Schließlich sind die Provider natürlich nicht nur ein Risiko, sondern auch eine Chance unter dem Aspekt der Sicherheit. Denn in vielen Fällen kann ein Provider einfach ein höheres Sicherheitsniveau bieten, das sich gerade kleine und mittlere Unternehmen gar nicht leisten können. Nur: Man sollte sich darauf eben nicht blind verlassen, sondern auf klare SLAs pochen, in denen dieses erhöhte Sicherheitsniveau auch festgeschrieben ist.

Cloud Computing ist aus der Perspektive der Sicherheit ein spannendes, aber auch ein komplexes Thema, bei dem es heute noch sehr viele offene Baustellen gibt. Es ist aber zwangsläufig, dass diese Themen adressiert werden – und es gibt heute auch schon viele Entwicklungen, die in diese Richtung laufen. Im Ergebnis wird das dazu führen, dass man nicht nur durch zusätzliche Cloud Services für Sicherheit, IAM und GRC, sondern auch durch konsistente Service-Konzepte und neue Standards auch für die interne IT ein höheres Maß an Sicherheit und Zuverlässigkeit wird erreichen können.
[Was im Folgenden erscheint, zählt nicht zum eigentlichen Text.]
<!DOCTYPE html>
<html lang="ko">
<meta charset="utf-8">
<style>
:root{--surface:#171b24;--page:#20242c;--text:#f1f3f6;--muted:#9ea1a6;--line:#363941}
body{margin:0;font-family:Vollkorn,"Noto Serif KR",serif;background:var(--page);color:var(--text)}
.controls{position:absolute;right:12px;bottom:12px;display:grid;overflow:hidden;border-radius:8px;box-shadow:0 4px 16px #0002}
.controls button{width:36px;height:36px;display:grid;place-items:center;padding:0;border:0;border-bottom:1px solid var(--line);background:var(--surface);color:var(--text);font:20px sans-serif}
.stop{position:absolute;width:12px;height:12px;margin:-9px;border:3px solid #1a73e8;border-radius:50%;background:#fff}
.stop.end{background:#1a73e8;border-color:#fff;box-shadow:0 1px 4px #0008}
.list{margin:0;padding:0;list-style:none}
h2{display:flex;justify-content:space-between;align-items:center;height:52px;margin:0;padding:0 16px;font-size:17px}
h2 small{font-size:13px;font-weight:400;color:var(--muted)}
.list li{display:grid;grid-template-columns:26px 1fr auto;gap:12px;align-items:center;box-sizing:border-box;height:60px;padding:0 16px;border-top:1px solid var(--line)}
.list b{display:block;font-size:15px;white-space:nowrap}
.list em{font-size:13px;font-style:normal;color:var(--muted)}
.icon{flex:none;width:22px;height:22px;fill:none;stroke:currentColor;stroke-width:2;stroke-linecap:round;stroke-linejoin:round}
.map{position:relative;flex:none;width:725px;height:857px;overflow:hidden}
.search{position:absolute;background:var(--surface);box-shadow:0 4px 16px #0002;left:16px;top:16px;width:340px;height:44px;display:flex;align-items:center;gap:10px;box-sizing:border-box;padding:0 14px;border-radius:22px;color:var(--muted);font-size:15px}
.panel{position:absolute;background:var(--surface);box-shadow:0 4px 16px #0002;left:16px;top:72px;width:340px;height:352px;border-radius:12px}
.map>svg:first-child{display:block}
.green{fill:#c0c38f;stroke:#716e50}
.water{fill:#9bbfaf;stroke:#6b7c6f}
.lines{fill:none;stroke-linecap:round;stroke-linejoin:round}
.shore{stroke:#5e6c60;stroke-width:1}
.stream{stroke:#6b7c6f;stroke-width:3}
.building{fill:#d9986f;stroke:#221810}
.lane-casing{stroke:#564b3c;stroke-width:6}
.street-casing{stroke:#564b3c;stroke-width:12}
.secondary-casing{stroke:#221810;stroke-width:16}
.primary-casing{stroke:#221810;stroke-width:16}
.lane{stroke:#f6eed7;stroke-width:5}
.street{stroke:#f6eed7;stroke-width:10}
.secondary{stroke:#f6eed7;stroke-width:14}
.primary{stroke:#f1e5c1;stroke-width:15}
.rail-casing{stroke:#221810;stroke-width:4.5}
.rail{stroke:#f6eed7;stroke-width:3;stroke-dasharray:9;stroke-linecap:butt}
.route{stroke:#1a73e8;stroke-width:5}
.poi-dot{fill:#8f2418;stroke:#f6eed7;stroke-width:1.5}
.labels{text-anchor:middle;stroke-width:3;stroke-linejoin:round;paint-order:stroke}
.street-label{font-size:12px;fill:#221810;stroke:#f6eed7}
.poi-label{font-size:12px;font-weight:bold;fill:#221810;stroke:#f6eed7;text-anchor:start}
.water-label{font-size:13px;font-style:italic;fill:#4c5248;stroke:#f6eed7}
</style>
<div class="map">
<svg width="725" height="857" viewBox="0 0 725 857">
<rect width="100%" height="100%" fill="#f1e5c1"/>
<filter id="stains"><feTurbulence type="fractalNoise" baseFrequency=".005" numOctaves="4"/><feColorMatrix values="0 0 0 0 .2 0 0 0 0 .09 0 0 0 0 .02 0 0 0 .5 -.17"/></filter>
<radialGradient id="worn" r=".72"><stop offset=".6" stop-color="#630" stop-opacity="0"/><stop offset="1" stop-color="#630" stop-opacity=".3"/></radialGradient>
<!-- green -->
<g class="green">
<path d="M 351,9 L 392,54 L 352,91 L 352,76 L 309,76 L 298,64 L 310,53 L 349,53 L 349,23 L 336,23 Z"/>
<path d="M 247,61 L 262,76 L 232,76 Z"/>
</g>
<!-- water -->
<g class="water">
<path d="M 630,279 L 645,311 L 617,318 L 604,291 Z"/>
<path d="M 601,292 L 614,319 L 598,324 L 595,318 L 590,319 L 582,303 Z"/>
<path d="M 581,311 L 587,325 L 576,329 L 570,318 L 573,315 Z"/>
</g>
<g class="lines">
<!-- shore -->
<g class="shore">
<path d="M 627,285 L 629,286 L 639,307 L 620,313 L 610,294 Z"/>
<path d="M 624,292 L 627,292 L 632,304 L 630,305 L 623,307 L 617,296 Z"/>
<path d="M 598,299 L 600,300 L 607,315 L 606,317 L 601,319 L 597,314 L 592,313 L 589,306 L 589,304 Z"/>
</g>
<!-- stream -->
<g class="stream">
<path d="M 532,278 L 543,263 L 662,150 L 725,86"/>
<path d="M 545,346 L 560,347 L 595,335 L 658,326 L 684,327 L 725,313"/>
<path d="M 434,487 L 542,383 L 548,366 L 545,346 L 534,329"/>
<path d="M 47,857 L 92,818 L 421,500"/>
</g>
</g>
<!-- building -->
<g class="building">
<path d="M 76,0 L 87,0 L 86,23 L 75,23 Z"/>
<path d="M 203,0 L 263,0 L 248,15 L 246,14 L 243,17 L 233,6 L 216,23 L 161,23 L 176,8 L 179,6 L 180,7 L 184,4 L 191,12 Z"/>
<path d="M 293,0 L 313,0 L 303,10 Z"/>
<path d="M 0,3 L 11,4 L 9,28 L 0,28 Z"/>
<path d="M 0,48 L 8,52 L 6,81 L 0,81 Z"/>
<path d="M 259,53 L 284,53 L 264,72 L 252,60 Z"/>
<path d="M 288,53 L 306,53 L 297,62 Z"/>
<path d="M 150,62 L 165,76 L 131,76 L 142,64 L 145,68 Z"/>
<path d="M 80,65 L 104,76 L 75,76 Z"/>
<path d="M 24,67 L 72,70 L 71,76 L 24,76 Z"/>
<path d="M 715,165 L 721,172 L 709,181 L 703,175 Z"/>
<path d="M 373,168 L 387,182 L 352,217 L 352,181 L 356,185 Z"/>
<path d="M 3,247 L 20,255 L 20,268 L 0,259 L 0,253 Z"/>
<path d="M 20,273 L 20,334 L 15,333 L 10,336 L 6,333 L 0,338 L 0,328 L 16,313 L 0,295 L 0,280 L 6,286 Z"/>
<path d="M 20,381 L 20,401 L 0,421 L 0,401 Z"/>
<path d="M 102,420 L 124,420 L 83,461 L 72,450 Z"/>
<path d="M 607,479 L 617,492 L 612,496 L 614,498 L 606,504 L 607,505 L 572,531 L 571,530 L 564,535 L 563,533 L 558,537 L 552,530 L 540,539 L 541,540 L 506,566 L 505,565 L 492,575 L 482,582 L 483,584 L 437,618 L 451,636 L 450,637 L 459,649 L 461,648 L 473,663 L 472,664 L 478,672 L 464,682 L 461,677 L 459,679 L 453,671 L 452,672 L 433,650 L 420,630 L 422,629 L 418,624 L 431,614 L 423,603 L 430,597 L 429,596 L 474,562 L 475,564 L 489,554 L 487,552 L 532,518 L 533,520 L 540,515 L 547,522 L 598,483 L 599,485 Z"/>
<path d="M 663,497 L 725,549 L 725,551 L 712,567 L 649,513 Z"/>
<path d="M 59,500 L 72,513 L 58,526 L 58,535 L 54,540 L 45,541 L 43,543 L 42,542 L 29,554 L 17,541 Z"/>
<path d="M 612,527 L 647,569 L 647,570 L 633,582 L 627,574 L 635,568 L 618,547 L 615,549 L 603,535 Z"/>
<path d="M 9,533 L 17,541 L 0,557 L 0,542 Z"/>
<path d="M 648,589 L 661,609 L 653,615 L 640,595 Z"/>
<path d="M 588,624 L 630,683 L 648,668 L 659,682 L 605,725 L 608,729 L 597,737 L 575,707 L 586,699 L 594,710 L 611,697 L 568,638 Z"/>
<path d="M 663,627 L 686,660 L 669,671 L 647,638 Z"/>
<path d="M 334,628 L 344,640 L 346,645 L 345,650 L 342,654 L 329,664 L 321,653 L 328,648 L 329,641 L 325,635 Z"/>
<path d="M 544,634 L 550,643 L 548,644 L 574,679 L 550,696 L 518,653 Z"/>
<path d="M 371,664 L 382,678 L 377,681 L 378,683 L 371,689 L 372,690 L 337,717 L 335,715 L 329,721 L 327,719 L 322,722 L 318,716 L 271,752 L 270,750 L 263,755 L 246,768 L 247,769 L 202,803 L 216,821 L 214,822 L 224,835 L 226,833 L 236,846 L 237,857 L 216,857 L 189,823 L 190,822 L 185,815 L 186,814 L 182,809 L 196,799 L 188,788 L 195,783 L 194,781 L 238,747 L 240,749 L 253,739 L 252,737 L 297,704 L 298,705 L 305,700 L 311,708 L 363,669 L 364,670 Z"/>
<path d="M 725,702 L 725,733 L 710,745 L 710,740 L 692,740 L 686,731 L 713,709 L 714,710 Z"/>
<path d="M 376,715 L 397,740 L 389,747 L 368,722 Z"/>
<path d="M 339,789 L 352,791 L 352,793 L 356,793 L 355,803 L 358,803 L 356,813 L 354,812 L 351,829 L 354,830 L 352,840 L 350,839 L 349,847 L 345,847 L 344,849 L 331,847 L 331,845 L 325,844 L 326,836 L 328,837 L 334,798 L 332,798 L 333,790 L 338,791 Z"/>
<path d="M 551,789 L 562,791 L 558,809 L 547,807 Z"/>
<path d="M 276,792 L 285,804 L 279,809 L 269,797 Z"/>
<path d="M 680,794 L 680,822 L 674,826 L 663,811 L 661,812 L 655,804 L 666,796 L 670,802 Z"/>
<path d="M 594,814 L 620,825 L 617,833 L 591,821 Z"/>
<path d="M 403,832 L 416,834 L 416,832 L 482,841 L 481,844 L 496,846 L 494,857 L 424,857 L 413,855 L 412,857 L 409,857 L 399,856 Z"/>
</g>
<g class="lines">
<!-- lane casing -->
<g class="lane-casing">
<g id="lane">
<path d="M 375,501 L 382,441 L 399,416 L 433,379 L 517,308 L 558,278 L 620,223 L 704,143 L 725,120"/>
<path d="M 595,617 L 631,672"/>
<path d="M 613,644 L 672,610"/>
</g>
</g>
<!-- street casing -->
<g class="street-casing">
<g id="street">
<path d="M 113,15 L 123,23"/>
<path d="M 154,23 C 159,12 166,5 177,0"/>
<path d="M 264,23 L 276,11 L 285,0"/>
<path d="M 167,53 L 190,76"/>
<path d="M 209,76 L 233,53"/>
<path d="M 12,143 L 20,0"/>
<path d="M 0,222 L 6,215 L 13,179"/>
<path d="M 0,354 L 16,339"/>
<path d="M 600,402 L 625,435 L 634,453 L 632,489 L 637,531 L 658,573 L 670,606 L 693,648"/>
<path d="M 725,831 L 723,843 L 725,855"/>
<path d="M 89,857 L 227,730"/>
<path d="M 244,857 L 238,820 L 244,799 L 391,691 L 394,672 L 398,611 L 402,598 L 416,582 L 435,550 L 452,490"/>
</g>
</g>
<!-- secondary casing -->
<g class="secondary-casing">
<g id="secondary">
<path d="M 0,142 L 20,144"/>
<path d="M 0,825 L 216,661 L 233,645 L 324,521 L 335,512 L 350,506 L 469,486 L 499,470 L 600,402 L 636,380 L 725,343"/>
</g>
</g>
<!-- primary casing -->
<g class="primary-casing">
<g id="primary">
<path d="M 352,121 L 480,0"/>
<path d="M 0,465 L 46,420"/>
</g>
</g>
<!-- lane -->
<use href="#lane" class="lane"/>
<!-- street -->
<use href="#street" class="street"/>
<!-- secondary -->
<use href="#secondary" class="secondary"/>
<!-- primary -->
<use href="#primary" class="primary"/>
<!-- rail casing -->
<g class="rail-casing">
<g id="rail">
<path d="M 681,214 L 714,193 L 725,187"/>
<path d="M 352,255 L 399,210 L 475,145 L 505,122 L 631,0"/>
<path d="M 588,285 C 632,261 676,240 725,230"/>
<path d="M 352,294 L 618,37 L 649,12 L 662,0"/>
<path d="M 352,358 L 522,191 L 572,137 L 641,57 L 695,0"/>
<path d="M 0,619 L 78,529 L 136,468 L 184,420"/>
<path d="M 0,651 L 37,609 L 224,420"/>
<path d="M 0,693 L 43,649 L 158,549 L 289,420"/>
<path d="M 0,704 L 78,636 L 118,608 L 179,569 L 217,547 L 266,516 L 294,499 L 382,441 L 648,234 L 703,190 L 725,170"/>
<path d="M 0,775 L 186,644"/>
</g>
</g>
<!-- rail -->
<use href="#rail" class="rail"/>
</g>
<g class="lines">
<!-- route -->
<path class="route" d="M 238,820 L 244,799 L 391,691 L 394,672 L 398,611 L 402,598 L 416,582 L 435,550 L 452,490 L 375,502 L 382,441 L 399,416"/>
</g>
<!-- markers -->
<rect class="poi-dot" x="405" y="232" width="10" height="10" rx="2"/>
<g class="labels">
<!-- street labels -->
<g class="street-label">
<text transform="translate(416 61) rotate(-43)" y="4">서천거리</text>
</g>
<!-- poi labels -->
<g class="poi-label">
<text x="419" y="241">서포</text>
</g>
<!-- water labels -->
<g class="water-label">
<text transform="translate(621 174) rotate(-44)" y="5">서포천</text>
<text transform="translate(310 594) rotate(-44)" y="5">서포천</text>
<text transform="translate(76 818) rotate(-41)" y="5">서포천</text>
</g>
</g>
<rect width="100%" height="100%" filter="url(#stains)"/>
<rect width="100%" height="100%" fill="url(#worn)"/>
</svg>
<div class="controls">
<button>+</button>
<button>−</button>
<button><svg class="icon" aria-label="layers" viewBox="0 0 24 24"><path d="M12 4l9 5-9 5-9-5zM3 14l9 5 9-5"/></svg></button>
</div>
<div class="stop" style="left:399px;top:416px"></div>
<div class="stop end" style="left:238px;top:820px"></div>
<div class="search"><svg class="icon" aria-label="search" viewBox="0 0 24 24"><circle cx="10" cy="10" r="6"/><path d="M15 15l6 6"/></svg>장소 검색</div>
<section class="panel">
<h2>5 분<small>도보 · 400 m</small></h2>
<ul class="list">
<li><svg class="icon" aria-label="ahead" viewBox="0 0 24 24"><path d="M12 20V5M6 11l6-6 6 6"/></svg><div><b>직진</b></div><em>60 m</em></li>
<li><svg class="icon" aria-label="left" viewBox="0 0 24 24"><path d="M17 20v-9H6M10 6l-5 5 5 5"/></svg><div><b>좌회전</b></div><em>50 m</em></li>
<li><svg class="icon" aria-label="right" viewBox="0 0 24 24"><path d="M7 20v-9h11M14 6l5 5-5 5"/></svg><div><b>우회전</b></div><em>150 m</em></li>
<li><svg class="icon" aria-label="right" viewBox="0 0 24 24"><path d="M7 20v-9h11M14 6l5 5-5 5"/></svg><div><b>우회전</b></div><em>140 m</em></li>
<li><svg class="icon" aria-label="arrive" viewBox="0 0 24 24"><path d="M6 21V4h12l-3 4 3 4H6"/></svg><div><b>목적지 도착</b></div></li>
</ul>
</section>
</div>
Línux und Cloud-Sicherheit

Deutlich wird bei der Diskussion der Sicherheit in der Cloud, dass das Betriebssystem zunächst eine eher untergeordnete Rolle spielt. Denn die meisten Services, die man aus der Cloud beziehen kann, sind sozusagen betriebssystem-agnostisch. Für Cloud Service Provider wird sich natürlich immer die Frage stellen, wie sie ihren Service möglichst effizient und mit dem geforderten Sicherheitsniveau erbringen können. Aber für den Nutzer von Cloud Services spielt das vom Provider verwendete Betriebssystem zunächst keine Rolle – er muss sich darüber ja keine Gedanken mehr machen.

Die Standardisierung in der Cloud erfolgt auf einer höheren Ebene. Es geht darum, dass man IT-Dienste flexibel nutzen kann, gleich wo sie laufen. Das bedeutet in der Konsequenz auch für die interne IT, dass man diese auf eine möglichst große Flexibilität ausrichten muss – nicht das Betriebssystem, sondern der gelieferte IT-Service steht im Mittelpunkt.